Description of the task:
An exact copy of every record, without the pictures, is what should come back.
◆ ◆ ◆ ◆
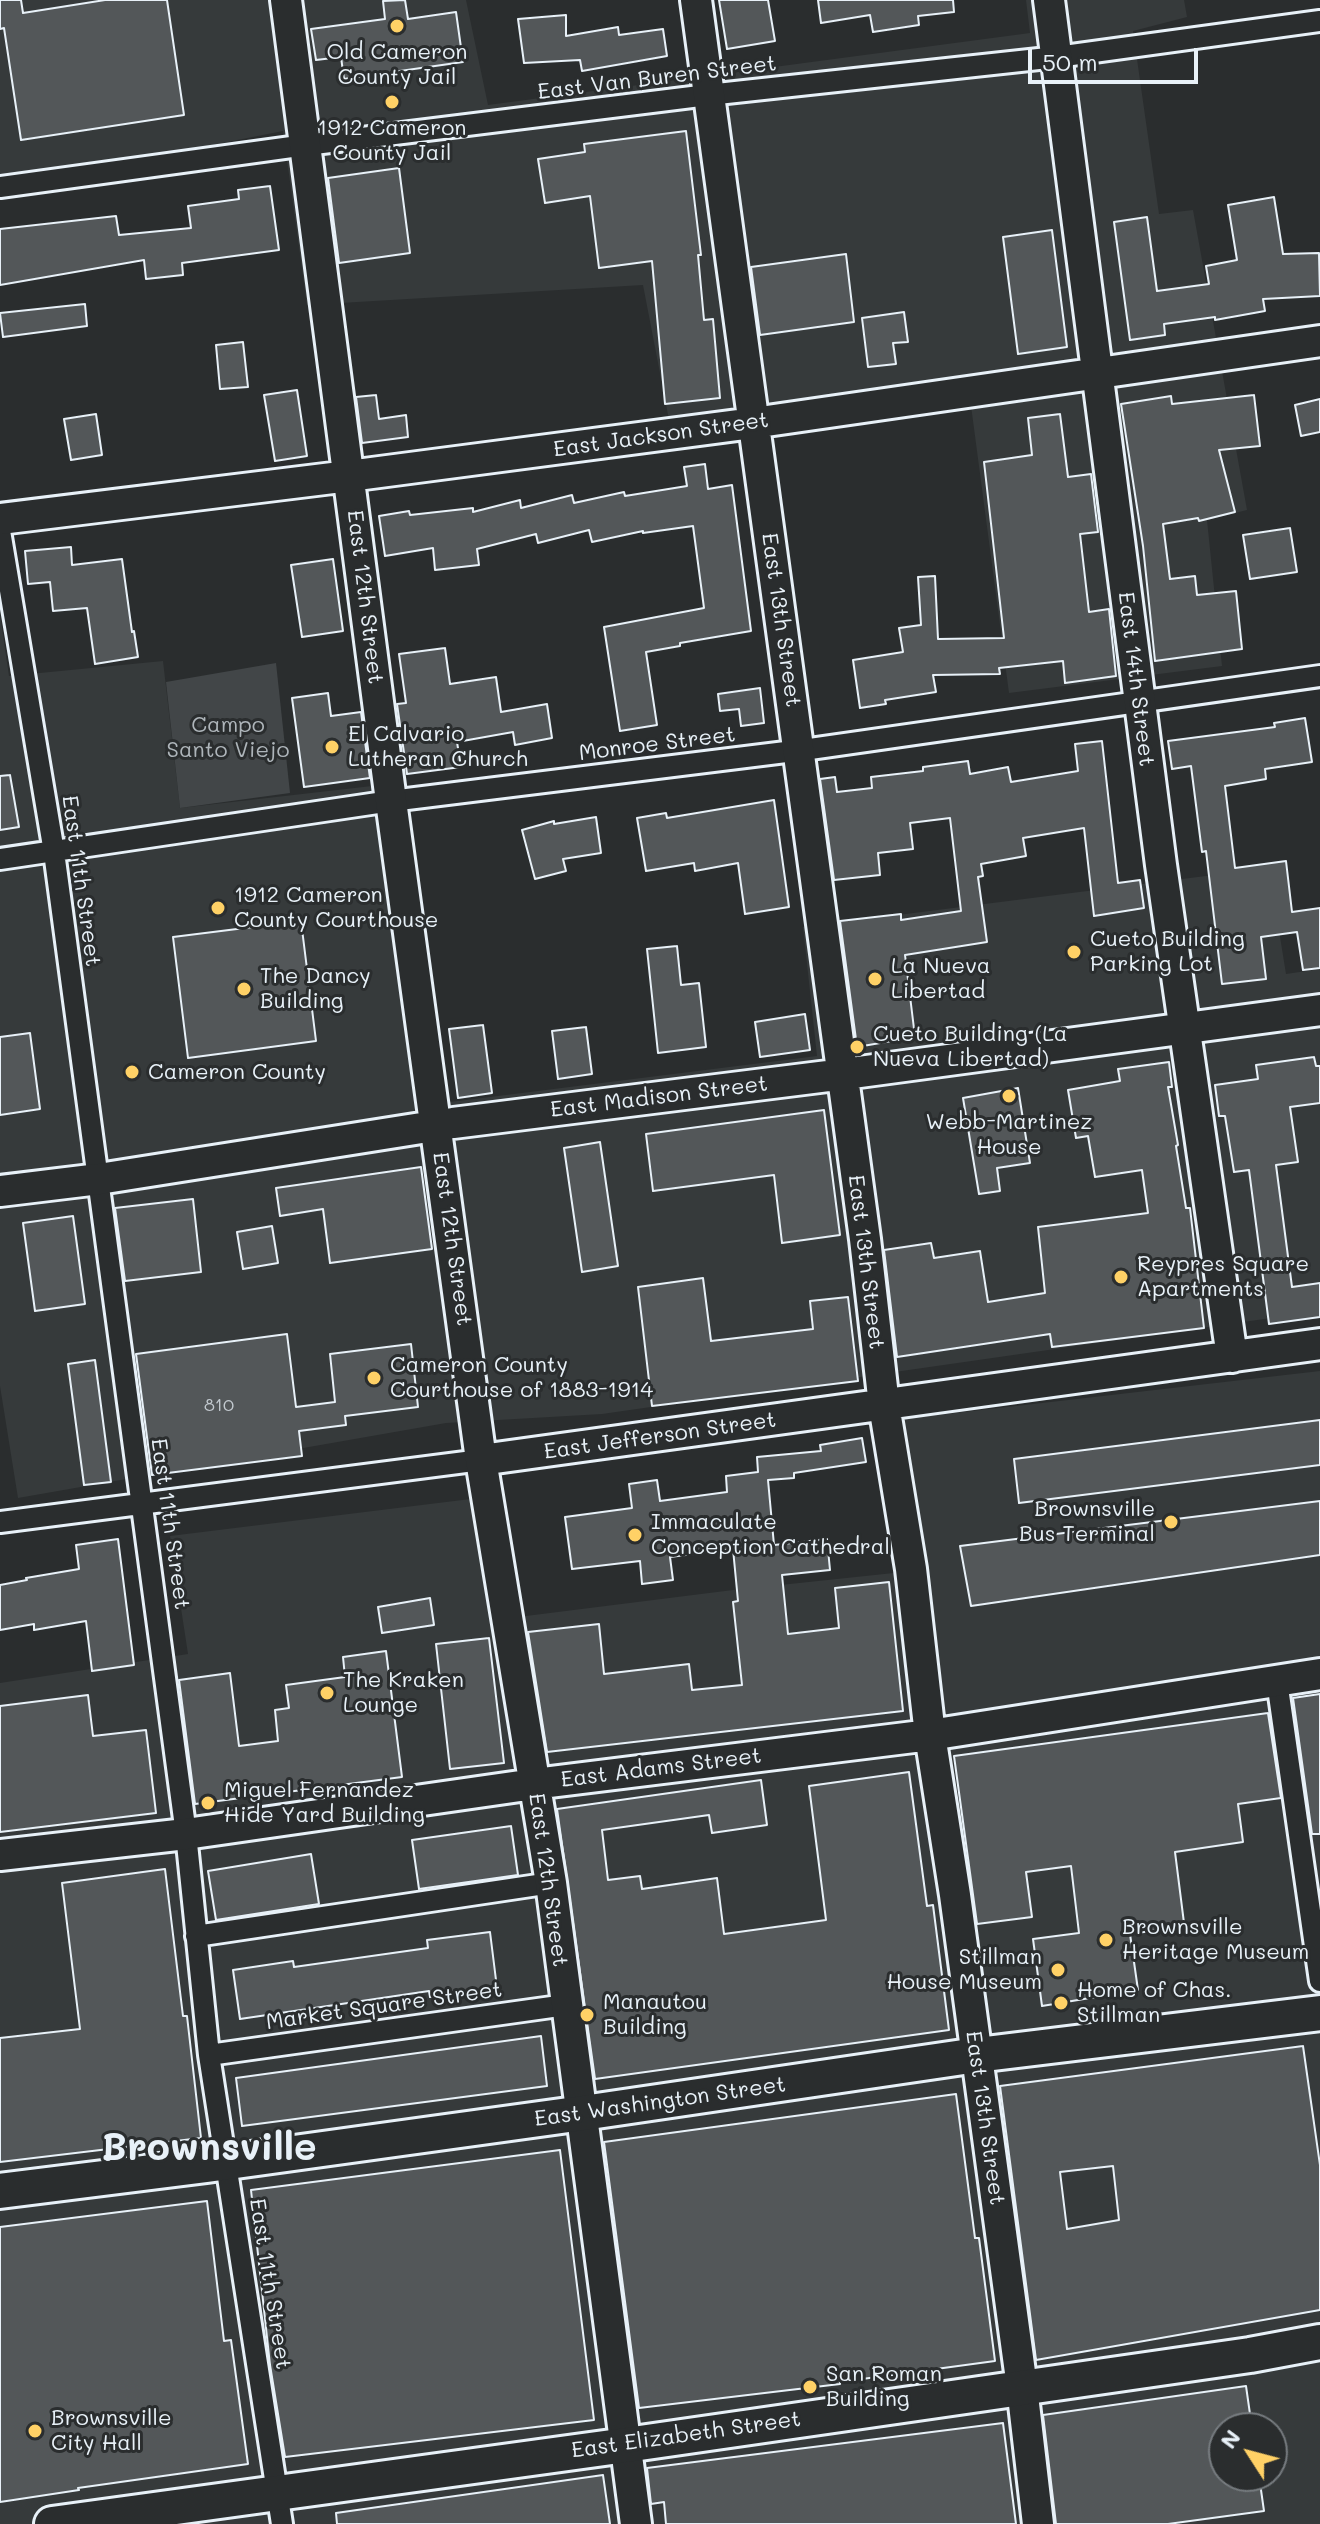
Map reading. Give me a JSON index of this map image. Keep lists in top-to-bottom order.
{
  "streets": {
    "main road": [
      "East Jackson Street",
      "East 12th Street",
      "East 13th Street",
      "East 14th Street",
      "East Madison Street",
      "East Jefferson Street",
      "East Adams Street",
      "East Washington Street",
      "East Elizabeth Street"
    ],
    "street": [
      "East Van Buren Street",
      "Monroe Street",
      "East 11th Street",
      "Market Square Street"
    ]
  },
  "crossings": [
    ["East Van Buren Street", "East 12th Street"],
    ["East Van Buren Street", "East 13th Street"],
    ["East Van Buren Street", "East 14th Street"],
    ["East Jackson Street", "East 12th Street"],
    ["East Jackson Street", "East 13th Street"],
    ["East Jackson Street", "East 14th Street"],
    ["East 12th Street", "Monroe Street"],
    ["East 12th Street", "East Madison Street"],
    ["East 12th Street", "East Jefferson Street"],
    ["East 12th Street", "East Adams Street"],
    ["East 12th Street", "Market Square Street"],
    ["East 12th Street", "East Washington Street"],
    ["East 12th Street", "East Elizabeth Street"],
    ["East 13th Street", "Monroe Street"],
    ["East 13th Street", "East Madison Street"],
    ["East 13th Street", "East Jefferson Street"],
    ["East 13th Street", "East Adams Street"],
    ["East 13th Street", "East Washington Street"],
    ["East 13th Street", "East Elizabeth Street"],
    ["East 14th Street", "Monroe Street"],
    ["East 14th Street", "East Madison Street"],
    ["East 14th Street", "East Jefferson Street"],
    ["Monroe Street", "East 11th Street"],
    ["East 11th Street", "East Madison Street"],
    ["East 11th Street", "East Jefferson Street"],
    ["East 11th Street", "East Adams Street"],
    ["East 11th Street", "Market Square Street"],
    ["East 11th Street", "East Washington Street"],
    ["East 11th Street", "East Elizabeth Street"]
  ],
  "districts": ["Brownsville"],
  "parks": ["Campo Santo Viejo"],
  "places": [
    "Old Cameron County Jail",
    "1912 Cameron County Jail",
    "El Calvario Lutheran Church",
    "1912 Cameron County Courthouse",
    "Cueto Building Parking Lot",
    "La Nueva Libertad",
    "The Dancy Building",
    "Cueto Building (La Nueva Libertad)",
    "Cameron County",
    "Webb-Martinez House",
    "Reypres Square Apartments",
    "Cameron County Courthouse of 1883-1914",
    "Brownsville Bus Terminal",
    "Immaculate Conception Cathedral",
    "The Kraken Lounge",
    "Miguel Fernandez Hide Yard Building",
    "Brownsville Heritage Museum",
    "Stillman House Museum",
    "Home of Chas. Stillman",
    "Manautou Building",
    "San Roman Building",
    "Brownsville City Hall"
  ],
  "house_numbers": ["810"],
  "scale_bar": "50 m",
  "north": "top left"
}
◆ ◆ ◆ ◆
Reply to the exercise:
Map reading. Give me a JSON index of this map image. Keep lists in top-to-bottom order.
{
  "streets": {
    "main road": [
      "East Jackson Street",
      "East 12th Street",
      "East 13th Street",
      "East 14th Street",
      "East Madison Street",
      "East Jefferson Street",
      "East Adams Street",
      "East Washington Street",
      "East Elizabeth Street"
    ],
    "street": [
      "East Van Buren Street",
      "Monroe Street",
      "East 11th Street",
      "Market Square Street"
    ]
  },
  "crossings": [
    ["East Van Buren Street", "East 12th Street"],
    ["East Van Buren Street", "East 13th Street"],
    ["East Van Buren Street", "East 14th Street"],
    ["East Jackson Street", "East 12th Street"],
    ["East Jackson Street", "East 13th Street"],
    ["East Jackson Street", "East 14th Street"],
    ["East 12th Street", "Monroe Street"],
    ["East 12th Street", "East Madison Street"],
    ["East 12th Street", "East Jefferson Street"],
    ["East 12th Street", "East Adams Street"],
    ["East 12th Street", "Market Square Street"],
    ["East 12th Street", "East Washington Street"],
    ["East 12th Street", "East Elizabeth Street"],
    ["East 13th Street", "Monroe Street"],
    ["East 13th Street", "East Madison Street"],
    ["East 13th Street", "East Jefferson Street"],
    ["East 13th Street", "East Adams Street"],
    ["East 13th Street", "East Washington Street"],
    ["East 13th Street", "East Elizabeth Street"],
    ["East 14th Street", "Monroe Street"],
    ["East 14th Street", "East Madison Street"],
    ["East 14th Street", "East Jefferson Street"],
    ["Monroe Street", "East 11th Street"],
    ["East 11th Street", "East Madison Street"],
    ["East 11th Street", "East Jefferson Street"],
    ["East 11th Street", "East Adams Street"],
    ["East 11th Street", "Market Square Street"],
    ["East 11th Street", "East Washington Street"],
    ["East 11th Street", "East Elizabeth Street"]
  ],
  "districts": ["Brownsville"],
  "parks": ["Campo Santo Viejo"],
  "places": [
    "Old Cameron County Jail",
    "1912 Cameron County Jail",
    "El Calvario Lutheran Church",
    "1912 Cameron County Courthouse",
    "Cueto Building Parking Lot",
    "La Nueva Libertad",
    "The Dancy Building",
    "Cueto Building (La Nueva Libertad)",
    "Cameron County",
    "Webb-Martinez House",
    "Reypres Square Apartments",
    "Cameron County Courthouse of 1883-1914",
    "Brownsville Bus Terminal",
    "Immaculate Conception Cathedral",
    "The Kraken Lounge",
    "Miguel Fernandez Hide Yard Building",
    "Brownsville Heritage Museum",
    "Stillman House Museum",
    "Home of Chas. Stillman",
    "Manautou Building",
    "San Roman Building",
    "Brownsville City Hall"
  ],
  "house_numbers": ["810"],
  "scale_bar": "50 m",
  "north": "top left"
}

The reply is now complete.